Stored data
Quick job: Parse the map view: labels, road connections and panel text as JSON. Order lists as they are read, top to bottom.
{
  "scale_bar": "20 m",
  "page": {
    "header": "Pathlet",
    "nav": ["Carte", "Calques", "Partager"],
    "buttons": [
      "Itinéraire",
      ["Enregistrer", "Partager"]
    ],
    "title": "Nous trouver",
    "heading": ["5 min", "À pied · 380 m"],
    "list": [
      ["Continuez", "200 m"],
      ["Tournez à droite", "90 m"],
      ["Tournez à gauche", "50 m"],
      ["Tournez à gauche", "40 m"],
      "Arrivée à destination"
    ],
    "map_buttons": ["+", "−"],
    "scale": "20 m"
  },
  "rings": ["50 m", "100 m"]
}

--

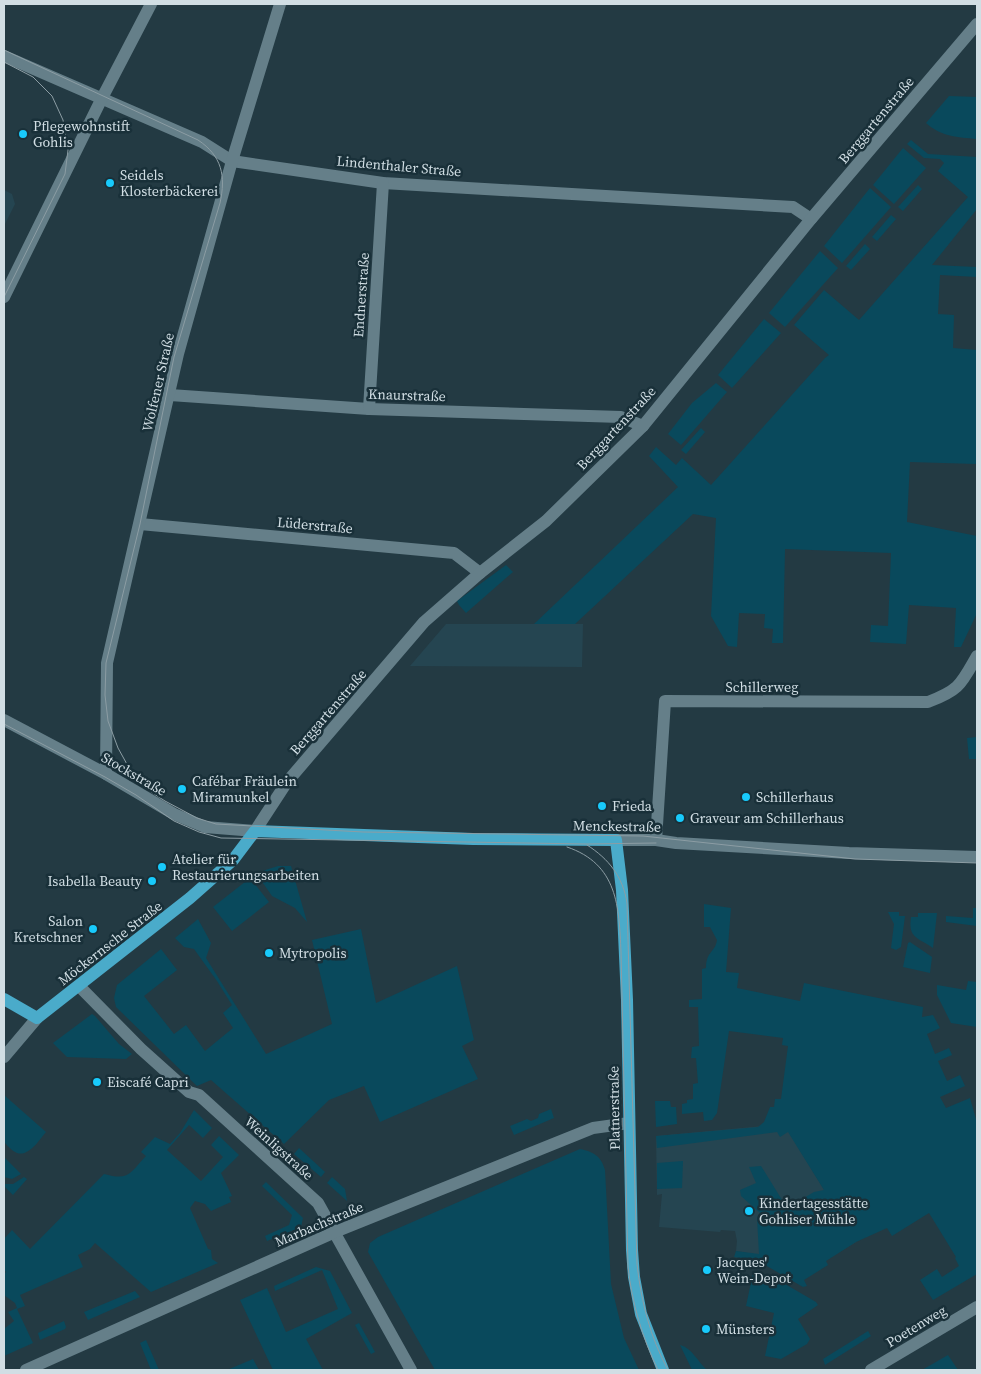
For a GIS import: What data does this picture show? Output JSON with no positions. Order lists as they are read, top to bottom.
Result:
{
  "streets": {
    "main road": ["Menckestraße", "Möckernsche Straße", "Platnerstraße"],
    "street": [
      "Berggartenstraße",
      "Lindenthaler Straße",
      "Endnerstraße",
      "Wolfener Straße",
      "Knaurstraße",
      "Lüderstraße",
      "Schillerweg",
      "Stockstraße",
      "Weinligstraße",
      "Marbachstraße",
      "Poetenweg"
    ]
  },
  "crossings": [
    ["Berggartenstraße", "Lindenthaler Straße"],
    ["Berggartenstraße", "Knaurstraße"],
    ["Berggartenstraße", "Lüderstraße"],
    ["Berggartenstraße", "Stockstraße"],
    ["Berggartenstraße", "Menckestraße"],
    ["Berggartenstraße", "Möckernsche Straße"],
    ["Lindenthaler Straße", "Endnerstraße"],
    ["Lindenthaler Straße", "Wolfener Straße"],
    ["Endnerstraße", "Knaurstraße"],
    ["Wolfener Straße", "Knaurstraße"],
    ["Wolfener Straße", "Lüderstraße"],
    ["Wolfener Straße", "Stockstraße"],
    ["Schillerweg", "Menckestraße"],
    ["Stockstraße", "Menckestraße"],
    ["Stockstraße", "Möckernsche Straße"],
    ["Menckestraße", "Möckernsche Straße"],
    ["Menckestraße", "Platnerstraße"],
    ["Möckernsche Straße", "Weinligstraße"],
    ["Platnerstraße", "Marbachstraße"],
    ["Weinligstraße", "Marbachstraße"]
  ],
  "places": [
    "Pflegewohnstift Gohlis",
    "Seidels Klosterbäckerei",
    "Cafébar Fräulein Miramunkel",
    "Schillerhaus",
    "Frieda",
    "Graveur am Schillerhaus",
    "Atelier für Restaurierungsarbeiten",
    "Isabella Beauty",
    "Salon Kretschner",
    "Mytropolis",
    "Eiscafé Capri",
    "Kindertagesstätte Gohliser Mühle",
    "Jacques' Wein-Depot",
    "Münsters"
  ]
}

...

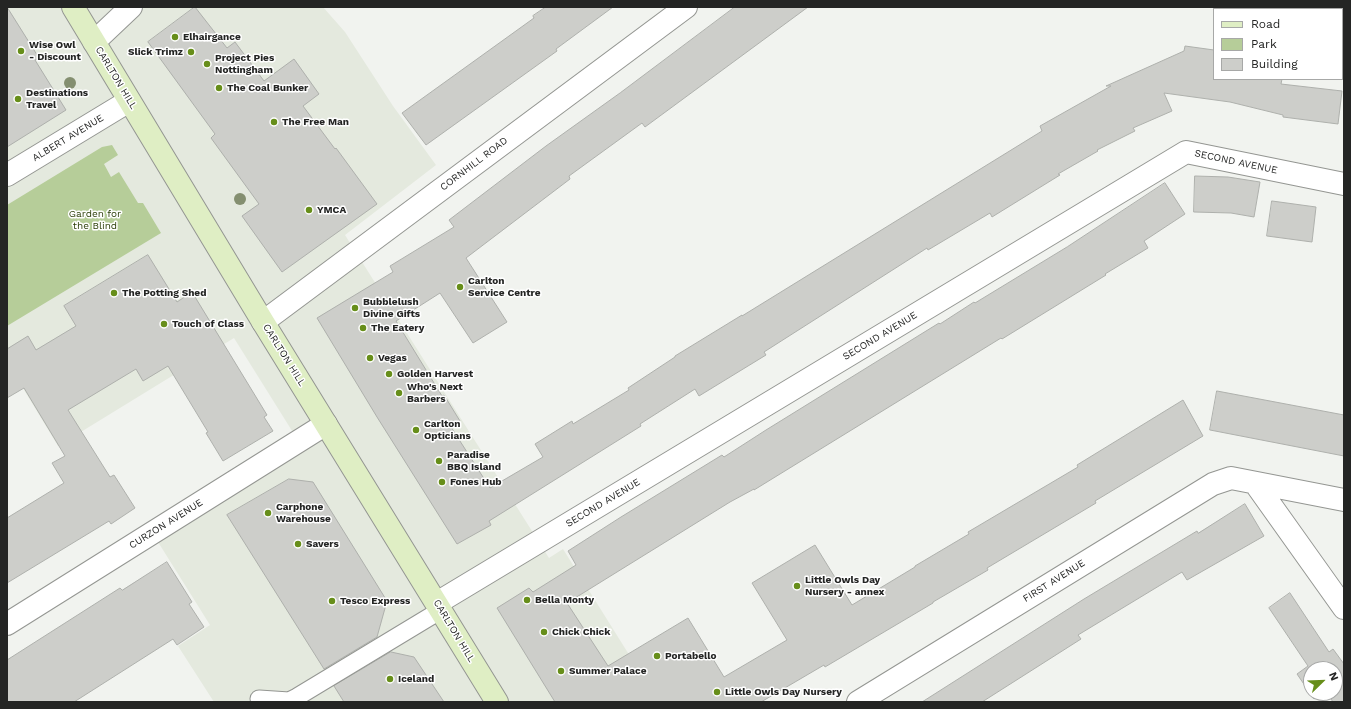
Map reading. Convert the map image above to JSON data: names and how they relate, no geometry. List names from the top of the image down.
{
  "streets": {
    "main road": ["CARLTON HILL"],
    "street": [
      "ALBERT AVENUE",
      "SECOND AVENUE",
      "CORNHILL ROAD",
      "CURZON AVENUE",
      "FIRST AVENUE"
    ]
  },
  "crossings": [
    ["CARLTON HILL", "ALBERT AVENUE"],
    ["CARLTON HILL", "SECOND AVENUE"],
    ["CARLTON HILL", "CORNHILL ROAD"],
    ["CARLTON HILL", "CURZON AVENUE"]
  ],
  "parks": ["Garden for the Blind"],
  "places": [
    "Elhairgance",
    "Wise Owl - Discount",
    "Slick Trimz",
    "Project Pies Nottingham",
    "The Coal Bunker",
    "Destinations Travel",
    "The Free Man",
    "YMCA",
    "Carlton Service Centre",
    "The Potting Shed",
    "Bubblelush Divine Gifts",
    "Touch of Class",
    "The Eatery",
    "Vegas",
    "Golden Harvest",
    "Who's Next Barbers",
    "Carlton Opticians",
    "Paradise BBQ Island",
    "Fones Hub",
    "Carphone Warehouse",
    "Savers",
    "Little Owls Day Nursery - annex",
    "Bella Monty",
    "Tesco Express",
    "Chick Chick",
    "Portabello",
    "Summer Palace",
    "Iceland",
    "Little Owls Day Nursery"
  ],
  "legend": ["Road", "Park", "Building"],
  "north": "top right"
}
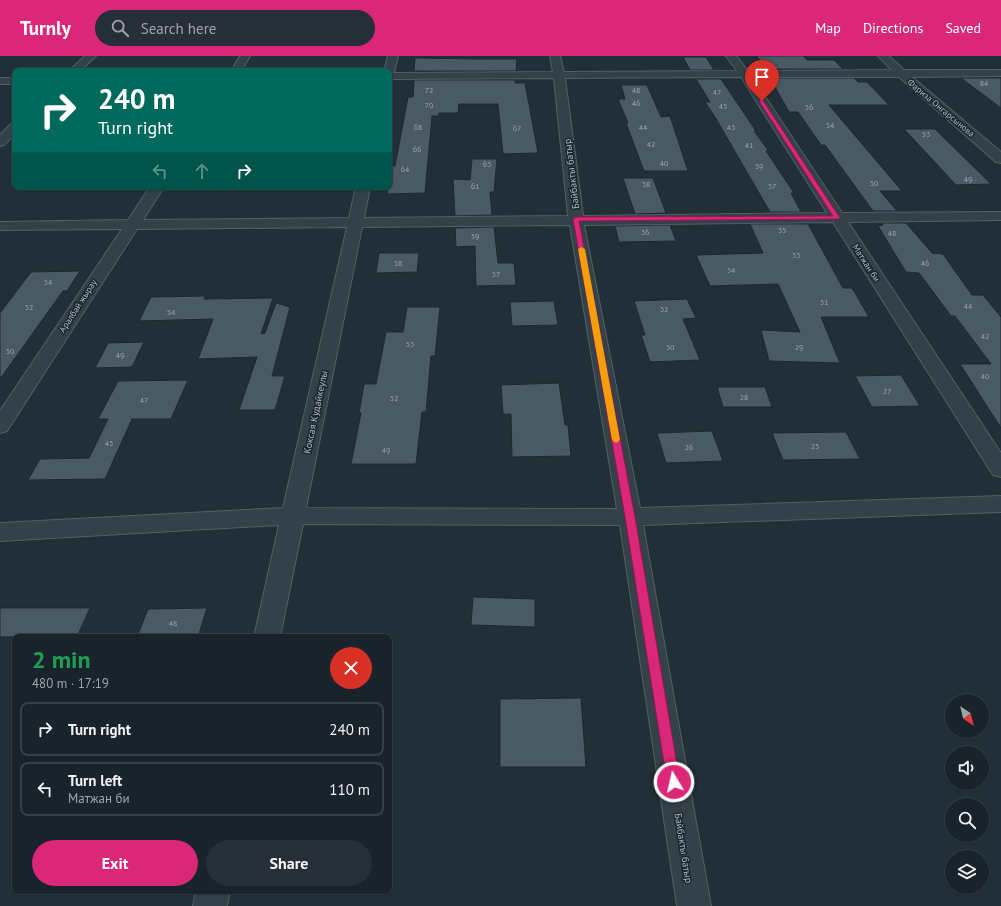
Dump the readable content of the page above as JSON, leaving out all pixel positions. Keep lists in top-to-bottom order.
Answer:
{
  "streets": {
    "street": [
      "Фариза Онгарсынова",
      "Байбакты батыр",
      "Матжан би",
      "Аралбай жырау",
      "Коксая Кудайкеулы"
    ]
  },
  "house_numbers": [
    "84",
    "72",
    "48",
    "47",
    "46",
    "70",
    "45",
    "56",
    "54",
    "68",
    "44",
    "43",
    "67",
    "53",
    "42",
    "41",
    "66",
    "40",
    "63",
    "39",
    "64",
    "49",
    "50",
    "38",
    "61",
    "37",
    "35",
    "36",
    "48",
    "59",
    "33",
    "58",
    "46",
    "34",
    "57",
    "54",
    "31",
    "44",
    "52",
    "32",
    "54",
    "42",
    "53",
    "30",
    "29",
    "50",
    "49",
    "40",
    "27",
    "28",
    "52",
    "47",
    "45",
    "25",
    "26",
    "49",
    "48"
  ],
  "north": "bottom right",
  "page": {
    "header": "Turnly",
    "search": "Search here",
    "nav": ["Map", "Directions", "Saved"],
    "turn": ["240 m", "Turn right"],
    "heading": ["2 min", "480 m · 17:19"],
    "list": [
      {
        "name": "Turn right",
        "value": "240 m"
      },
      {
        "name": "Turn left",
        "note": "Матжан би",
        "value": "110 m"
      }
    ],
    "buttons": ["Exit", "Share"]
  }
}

#### [TASK PROMPT]
Every line above that holds the string "positions" should be copied out.

#### [FINISHED EXERCISE]
For a GIS import: What data does this picture show? Output JSON with no positions. Order lists as they are read, top to bottom.
Dump the readable content of the page above as JSON, leaving out all pixel positions. Keep lists in top-to-bottom order.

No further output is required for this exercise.